Somewhat of an over reaction. It's not your intention that is important it's the child's perception. I worked with children for decades and would never ask that kind of question unless I actually needed to know.

5128gap · 07/11/2024 08:12

I think you need to seperate gathering of information you feel necessary for safety from making conversation with a child to put them at ease in your home. If you feel safer knowing certain things before allowing your child to visit a home, you need to be direct and reach out to the parent with your (relevent) requests for information. Could we exchange contact numbers?
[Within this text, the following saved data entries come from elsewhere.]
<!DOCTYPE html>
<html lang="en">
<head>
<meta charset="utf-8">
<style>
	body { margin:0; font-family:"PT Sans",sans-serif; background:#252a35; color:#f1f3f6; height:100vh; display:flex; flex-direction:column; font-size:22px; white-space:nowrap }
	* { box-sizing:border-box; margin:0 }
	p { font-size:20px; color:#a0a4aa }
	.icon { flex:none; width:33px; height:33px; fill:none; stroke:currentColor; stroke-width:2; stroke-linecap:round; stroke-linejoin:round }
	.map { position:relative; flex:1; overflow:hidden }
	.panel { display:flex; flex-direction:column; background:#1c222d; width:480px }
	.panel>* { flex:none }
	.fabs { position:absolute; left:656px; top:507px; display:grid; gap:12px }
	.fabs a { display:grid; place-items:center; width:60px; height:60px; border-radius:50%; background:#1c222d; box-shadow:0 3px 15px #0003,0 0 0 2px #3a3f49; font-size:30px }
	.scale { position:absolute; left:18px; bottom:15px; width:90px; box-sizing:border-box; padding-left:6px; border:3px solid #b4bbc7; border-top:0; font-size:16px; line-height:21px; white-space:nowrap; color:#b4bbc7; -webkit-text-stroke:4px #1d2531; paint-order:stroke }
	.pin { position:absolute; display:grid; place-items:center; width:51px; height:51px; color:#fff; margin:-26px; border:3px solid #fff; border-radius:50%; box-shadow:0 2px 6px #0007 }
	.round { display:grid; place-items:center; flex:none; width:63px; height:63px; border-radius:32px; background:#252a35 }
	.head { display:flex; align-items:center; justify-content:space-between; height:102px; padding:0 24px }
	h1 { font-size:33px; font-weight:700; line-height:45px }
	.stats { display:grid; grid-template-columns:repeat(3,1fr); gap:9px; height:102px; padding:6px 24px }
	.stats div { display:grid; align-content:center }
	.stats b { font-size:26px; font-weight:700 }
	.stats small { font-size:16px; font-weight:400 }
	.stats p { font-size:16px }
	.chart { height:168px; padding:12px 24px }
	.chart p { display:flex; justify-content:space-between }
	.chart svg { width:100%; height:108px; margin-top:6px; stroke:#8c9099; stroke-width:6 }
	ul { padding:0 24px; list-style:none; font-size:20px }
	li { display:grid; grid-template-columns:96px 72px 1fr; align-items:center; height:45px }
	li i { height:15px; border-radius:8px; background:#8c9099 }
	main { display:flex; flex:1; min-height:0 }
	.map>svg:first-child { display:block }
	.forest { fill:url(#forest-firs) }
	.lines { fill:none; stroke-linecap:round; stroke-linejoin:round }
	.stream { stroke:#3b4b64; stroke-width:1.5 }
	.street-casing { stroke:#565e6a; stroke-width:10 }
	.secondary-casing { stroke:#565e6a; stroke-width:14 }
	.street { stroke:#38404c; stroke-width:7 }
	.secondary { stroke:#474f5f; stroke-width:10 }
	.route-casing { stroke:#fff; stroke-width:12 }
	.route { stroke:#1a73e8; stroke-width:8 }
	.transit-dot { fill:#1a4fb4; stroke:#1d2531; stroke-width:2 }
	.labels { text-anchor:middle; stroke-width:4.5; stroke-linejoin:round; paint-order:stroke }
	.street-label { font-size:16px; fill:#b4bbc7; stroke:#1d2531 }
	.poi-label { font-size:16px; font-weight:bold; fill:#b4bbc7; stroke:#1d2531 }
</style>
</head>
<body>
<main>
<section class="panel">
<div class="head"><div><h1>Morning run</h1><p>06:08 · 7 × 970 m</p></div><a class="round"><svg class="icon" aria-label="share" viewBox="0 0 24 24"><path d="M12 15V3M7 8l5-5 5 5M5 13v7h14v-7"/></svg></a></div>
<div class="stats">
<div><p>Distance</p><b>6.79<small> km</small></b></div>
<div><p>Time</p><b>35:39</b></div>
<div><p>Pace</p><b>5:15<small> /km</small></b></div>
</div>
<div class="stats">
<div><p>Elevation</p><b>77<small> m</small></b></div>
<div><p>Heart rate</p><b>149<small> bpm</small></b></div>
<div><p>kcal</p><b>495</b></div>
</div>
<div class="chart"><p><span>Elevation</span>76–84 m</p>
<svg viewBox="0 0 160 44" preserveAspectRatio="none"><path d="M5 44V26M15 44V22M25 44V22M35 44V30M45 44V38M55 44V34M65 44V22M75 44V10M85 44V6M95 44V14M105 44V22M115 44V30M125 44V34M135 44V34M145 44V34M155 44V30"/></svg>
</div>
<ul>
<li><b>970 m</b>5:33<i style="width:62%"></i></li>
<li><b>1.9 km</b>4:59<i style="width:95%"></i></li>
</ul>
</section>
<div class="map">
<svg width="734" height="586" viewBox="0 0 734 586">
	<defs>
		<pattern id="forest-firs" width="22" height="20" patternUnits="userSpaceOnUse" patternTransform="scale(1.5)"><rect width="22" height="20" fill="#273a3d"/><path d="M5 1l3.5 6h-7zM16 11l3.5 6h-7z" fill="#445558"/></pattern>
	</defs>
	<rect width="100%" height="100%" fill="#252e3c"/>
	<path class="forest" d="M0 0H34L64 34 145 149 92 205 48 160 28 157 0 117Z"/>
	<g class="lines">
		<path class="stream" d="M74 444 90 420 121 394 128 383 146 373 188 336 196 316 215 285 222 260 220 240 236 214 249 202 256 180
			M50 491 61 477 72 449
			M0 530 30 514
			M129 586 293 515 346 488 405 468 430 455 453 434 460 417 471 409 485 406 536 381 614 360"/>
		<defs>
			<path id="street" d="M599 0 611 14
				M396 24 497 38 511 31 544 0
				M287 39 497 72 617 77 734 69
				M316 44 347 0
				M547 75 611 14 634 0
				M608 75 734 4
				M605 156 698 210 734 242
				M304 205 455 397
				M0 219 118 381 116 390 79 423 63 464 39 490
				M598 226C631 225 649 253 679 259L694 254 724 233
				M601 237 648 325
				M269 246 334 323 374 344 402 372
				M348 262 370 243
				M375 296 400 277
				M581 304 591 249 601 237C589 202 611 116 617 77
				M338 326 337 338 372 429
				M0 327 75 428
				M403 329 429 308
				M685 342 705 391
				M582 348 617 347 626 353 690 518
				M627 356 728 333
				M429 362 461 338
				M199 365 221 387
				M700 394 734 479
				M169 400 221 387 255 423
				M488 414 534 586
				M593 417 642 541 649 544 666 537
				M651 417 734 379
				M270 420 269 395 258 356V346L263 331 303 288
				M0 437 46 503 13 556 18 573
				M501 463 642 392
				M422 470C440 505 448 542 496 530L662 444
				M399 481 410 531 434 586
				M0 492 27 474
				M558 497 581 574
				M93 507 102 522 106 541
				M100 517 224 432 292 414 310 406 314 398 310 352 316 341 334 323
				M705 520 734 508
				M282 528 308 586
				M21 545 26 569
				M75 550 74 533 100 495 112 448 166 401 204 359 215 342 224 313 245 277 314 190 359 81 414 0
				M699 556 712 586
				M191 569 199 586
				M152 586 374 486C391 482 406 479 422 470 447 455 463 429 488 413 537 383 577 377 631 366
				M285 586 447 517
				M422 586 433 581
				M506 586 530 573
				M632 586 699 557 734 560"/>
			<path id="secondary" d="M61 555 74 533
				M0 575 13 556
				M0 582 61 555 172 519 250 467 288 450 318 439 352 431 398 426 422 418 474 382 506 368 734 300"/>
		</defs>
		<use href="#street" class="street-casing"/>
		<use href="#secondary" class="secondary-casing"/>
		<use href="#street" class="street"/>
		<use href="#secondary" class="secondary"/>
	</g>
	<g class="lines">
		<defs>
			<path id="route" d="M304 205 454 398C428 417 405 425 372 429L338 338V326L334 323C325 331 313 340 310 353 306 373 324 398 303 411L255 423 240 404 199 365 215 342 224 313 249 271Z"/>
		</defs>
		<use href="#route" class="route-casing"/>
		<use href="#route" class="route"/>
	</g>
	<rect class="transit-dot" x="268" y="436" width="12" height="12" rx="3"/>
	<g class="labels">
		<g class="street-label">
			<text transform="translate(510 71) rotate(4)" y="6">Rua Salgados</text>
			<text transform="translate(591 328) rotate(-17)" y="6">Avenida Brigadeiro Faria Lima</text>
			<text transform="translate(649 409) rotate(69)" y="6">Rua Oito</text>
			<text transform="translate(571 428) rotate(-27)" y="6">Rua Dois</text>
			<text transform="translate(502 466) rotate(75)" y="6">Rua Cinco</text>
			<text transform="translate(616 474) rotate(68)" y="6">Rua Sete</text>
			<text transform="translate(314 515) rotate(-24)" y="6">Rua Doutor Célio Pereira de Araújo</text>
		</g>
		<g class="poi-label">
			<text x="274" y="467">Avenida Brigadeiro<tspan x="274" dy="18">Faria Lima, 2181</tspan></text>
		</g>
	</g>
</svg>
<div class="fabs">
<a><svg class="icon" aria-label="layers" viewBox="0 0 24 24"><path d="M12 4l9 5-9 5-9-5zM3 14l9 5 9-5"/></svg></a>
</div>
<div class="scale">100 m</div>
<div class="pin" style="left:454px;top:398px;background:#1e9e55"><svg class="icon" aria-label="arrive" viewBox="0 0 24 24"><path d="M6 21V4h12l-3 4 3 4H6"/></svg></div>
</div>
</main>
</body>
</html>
What are the plans for DC visit? Etc. If you are worried that red flags are being missed if we can't question other people's children, then you shouldn't. If you make a child feel sufficiently at ease to share what they choose, you are far more likely to pick these up than be asking them direct questions, which make people feel pressured and close down. This may be especially the case for a child where there are things 'to hide' in the home. No one is saying don't have social interaction with other people, just offering advice on a way to do it that doesn't intrude.

Amyknows · 07/11/2024 09:53

mum because of school hours or does your mum not get the week off like me?

Is this what you actually said??
If you did then I would be thinking WTH is wrong with you. Do you not see how bloody inquisitive and ignorant you came across?

Why would her mum get the week off like you or make such an assumption? Honestly, some people.

kirinm · 07/11/2024 09:58

Weird question to ask a child in the first place and as to your thread, get a grip.